©"Заметки по еврейской истории"
  май-июнь 2017 года

Леонид Нейфах: Серебряная ветка Палестины

Loading

На коленях у нее всегда лежала серьезная книга, и я не помню случая, чтобы она говорила о бытовых пустяках. Ее окружала теплая атмосфера мудрости и благородства. «Учись! – говорили мне родители, – такого больше нигде не встретишь!»

Леонид Нейфах

[Дебют]Серебряная ветка Палестины

«Скажи мне, ветка Палестины,
Где ты росла, где ты цвела…»
М.Лермонтов

Так я назвал «бабушку Розу» – свою родственницу Розу Соломоновну Ландер (Кунину). В ее необычной судьбе соединились Север и Юг, Серебряный век и Средиземное море: первую половину жизни она провела в России начала 20-го века, вторую – в Палестине, а закончился ее долгий путь внезапно и печально в послевоенном Ленинграде. Здесь в 50-е годы я, тогда школьник, увидел ее впервые (хотя и знал о ее существовании) и был поражен ее несоветской внешностью. Надо вспомнить то время – серые 50-е. Еще виднелись следы войны, Генералиссимус только-только откинул копыта, хмурый полублокадный город, коммуналки, нищета, очереди бедно одетых людей – и вдруг на этом фоне появляется сияющий человек из свободного мира – когда был опасен любой контакт с заграницей.
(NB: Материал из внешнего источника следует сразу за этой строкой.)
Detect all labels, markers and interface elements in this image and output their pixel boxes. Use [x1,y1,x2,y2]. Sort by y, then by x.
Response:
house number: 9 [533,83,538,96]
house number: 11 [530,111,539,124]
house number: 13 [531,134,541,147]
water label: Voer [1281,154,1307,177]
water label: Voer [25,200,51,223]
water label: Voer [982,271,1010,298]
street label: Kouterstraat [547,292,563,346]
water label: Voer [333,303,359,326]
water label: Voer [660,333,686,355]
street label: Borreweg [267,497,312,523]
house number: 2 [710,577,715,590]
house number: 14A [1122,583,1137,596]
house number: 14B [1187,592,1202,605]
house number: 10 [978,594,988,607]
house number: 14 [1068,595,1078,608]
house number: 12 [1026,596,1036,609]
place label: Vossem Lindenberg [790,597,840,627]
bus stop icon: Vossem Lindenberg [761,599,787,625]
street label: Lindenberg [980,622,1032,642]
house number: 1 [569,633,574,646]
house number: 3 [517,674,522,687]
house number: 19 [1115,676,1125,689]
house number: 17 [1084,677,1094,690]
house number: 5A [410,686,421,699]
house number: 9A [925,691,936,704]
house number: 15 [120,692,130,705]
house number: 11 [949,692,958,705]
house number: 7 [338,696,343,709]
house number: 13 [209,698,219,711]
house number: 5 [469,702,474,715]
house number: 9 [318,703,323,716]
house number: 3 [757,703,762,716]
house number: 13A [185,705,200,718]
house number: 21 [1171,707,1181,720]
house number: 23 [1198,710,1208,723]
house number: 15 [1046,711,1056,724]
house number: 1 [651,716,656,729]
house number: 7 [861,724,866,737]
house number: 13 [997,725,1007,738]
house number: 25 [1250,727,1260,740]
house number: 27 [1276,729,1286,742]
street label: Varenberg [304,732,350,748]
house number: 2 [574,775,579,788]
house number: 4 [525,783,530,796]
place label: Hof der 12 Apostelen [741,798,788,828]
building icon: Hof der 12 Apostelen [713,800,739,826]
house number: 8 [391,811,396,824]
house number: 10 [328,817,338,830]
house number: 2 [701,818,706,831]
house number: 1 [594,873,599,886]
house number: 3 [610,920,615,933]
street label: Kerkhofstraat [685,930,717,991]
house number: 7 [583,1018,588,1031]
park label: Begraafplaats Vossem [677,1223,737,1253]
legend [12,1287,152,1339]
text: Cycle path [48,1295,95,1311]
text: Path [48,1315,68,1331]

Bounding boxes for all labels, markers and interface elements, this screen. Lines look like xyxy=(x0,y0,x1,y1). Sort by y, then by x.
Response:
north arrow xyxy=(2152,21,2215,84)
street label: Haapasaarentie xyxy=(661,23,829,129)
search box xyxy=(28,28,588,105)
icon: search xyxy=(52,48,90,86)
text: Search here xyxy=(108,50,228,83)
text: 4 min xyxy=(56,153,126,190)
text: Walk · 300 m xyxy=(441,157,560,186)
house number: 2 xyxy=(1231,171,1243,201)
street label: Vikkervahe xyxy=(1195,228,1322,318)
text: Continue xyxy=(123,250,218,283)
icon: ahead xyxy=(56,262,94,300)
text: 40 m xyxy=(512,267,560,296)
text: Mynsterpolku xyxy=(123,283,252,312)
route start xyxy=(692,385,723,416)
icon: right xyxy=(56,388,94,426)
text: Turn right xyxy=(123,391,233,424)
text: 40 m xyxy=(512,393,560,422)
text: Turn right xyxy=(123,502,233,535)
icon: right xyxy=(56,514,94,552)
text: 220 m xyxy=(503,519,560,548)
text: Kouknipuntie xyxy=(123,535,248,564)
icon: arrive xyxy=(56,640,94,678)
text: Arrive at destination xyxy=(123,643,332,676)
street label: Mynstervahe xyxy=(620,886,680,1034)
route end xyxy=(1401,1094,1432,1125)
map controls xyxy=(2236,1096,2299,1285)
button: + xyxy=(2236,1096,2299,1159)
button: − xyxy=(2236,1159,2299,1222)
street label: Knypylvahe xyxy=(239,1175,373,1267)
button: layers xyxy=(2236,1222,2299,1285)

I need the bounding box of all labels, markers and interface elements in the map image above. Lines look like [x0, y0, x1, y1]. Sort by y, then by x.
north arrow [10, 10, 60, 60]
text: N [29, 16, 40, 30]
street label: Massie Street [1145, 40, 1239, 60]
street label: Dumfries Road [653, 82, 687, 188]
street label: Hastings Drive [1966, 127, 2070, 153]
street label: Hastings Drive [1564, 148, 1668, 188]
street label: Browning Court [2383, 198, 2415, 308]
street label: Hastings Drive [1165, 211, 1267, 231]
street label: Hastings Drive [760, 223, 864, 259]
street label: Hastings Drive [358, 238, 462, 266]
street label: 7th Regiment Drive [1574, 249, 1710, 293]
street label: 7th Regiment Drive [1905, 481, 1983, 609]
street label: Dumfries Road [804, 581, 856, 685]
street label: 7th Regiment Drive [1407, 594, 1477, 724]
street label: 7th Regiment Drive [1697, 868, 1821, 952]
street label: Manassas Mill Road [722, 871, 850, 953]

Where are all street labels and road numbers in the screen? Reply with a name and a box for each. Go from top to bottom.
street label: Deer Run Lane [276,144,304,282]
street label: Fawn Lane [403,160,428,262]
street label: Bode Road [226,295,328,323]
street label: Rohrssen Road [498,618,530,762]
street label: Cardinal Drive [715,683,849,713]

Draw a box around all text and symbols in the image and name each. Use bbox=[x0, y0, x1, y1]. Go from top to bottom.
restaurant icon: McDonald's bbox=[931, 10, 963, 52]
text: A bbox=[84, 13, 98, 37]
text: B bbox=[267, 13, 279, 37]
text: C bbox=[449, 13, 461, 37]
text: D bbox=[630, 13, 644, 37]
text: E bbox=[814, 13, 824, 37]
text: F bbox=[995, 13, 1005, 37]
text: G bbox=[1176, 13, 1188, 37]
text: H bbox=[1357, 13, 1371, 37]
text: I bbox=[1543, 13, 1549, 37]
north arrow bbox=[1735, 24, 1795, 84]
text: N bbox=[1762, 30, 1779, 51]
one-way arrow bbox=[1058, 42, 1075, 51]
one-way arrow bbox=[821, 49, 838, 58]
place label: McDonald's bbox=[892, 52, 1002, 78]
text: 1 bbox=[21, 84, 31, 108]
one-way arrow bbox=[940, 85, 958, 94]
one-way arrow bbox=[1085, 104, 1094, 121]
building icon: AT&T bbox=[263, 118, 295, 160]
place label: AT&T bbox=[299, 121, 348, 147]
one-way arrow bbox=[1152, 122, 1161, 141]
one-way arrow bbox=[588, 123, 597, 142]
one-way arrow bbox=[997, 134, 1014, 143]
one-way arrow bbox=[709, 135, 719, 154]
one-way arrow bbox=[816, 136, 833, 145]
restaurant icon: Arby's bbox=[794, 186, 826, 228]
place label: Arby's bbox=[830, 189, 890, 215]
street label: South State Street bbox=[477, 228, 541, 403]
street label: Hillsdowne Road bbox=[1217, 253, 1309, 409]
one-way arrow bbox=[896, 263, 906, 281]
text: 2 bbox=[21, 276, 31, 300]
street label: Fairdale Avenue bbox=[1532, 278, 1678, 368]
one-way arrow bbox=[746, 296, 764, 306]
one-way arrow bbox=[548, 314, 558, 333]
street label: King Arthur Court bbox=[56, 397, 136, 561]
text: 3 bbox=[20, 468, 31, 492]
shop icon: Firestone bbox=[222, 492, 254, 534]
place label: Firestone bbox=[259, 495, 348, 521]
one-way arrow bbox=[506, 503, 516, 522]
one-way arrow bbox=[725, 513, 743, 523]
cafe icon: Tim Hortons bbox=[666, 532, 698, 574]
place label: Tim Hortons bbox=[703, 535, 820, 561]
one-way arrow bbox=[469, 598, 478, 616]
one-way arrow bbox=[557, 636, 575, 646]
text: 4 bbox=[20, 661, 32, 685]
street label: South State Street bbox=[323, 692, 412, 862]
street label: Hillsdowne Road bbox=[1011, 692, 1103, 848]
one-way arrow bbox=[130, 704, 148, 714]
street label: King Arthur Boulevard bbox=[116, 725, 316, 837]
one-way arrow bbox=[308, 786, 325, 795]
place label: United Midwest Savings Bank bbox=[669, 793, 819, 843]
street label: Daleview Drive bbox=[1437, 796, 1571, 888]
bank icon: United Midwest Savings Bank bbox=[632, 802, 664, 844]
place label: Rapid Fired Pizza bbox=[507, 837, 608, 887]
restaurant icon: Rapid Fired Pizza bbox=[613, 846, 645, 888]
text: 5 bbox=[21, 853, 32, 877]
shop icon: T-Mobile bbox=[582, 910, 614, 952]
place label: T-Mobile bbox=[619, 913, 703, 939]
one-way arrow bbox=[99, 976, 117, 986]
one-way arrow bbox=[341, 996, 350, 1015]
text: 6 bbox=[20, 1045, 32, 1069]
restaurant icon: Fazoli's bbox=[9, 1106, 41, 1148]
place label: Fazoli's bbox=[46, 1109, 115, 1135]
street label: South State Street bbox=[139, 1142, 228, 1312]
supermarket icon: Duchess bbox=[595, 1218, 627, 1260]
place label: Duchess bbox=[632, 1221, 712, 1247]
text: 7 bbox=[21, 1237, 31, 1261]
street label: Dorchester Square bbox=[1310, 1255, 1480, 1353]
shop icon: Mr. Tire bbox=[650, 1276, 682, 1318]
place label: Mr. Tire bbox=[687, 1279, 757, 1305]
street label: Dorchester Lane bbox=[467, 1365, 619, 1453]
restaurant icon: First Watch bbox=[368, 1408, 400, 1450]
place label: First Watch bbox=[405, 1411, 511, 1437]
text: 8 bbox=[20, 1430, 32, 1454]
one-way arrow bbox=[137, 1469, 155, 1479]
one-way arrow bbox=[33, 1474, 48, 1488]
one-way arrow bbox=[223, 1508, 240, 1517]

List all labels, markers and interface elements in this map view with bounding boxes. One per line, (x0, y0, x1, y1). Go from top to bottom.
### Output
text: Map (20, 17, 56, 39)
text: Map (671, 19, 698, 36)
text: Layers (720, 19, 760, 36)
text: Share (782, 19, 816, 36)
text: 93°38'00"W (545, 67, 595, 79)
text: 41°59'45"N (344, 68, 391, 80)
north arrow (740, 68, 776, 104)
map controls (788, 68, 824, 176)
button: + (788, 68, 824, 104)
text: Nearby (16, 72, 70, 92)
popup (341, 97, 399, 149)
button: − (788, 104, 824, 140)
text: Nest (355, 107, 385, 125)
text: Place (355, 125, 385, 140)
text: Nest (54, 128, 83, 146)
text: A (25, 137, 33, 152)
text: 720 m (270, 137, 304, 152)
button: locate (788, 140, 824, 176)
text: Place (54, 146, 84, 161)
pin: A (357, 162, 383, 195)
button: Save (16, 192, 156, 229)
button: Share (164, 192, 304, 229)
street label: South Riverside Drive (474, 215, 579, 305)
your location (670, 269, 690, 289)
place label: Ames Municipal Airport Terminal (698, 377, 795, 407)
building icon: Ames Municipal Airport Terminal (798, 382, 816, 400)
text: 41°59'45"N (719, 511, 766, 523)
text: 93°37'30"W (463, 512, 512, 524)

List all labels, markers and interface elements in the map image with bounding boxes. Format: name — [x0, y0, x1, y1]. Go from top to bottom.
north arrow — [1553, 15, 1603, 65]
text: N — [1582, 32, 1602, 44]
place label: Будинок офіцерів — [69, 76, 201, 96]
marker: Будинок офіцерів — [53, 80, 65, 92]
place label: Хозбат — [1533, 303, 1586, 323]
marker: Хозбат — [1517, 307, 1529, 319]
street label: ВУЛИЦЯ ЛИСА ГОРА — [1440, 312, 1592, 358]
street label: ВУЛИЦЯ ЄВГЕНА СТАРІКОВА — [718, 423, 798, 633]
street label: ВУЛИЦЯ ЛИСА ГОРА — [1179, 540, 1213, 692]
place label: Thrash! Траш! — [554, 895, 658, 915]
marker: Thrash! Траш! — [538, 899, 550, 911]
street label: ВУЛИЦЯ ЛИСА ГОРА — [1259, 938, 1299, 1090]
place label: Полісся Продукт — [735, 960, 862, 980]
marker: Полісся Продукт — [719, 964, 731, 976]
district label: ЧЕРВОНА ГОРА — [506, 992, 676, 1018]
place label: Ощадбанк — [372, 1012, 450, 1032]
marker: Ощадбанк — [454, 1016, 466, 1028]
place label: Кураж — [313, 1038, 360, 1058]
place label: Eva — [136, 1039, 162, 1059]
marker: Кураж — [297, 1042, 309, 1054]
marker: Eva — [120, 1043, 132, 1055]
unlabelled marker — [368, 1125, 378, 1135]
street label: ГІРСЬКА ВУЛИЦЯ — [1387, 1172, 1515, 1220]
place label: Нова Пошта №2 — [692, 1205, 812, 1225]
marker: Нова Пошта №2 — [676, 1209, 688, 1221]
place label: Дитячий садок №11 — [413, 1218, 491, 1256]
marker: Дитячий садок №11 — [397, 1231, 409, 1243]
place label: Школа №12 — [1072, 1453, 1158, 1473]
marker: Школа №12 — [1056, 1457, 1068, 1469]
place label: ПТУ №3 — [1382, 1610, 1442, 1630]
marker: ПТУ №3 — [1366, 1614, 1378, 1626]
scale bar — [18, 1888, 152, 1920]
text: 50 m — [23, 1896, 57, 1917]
После возвращения в Ленинград

После возвращения в Ленинград

Ей было лет 80. Прежде всего, повторяю, поражала ее внешность: персиковая кожа, живые глаза, красивая одежда, свободная манера держаться и даже трость и слуховой аппарат, что было тогда в диковинку. Забегая вперед, скажу, что она быстро потеряла свой южный лоск и прожила здесь недолго. Не так-то просто в преклонном возрасте поменять климат, а свободный мир сменить на зону нищеты и лжи. Зачем она вернулась? Такой поступок казался странным: не то направление выбрала! Причина же была самая простая – тоска по дочери, которая осталась в России. Кроме того, похоронив мужа в Тель-Авиве, она сама осталась одна. Во всяком случае, впоследствии она говорила мне, что уползла бы обратно на четвереньках, если бы могла.

Еще бы! После цветущего Средиземноморья среди роз и апельсинов оказаться в одной комнате коммунальной квартиры. «Мы будем спать и обедать в одной комнате? У нас будет общая с соседями кухня и уборная?!»  такого она не могла себе представить. Не зная нашей жизни, она думала о ней слишком хорошо. В довершение бед дочь внезапно умерла, буквально сгорев в несколько месяцев от онкологического заболевания. Не пережив горя, мать вскоре последовала за ней.

А начиналось все так беззаботно и весело. Родилась Р.С. в 1875 году, в богатой еврейской семье, где было 12 детей и считалось обязательным, когда они подрастали, посылать их заграницу. Разнообразно одаренная, она посещала курсы лекций в различных университетах Европы, но не для того, чтобы приобрести профессию, а для самообразования, что было редкостью для женщин того времени.

В молодости

В молодости

Моим любимым занятием с детства было перебирать открытки начала века, которые путешествующие братья и сестры посылали домой, с видами Базеля, Люцерна, Берлина и т. д. – пожелтевшие, написанные пером с толстым нажимом и буквой «ять». Благодаря им у меня, живущего в стране, «где так вольно дышит человек», впервые зародилась мечта увидеть воочию эти далекие романтические горы, водопады и фуникулеры. Которая и осуществилась, замечу в скобках, лет этак через 50.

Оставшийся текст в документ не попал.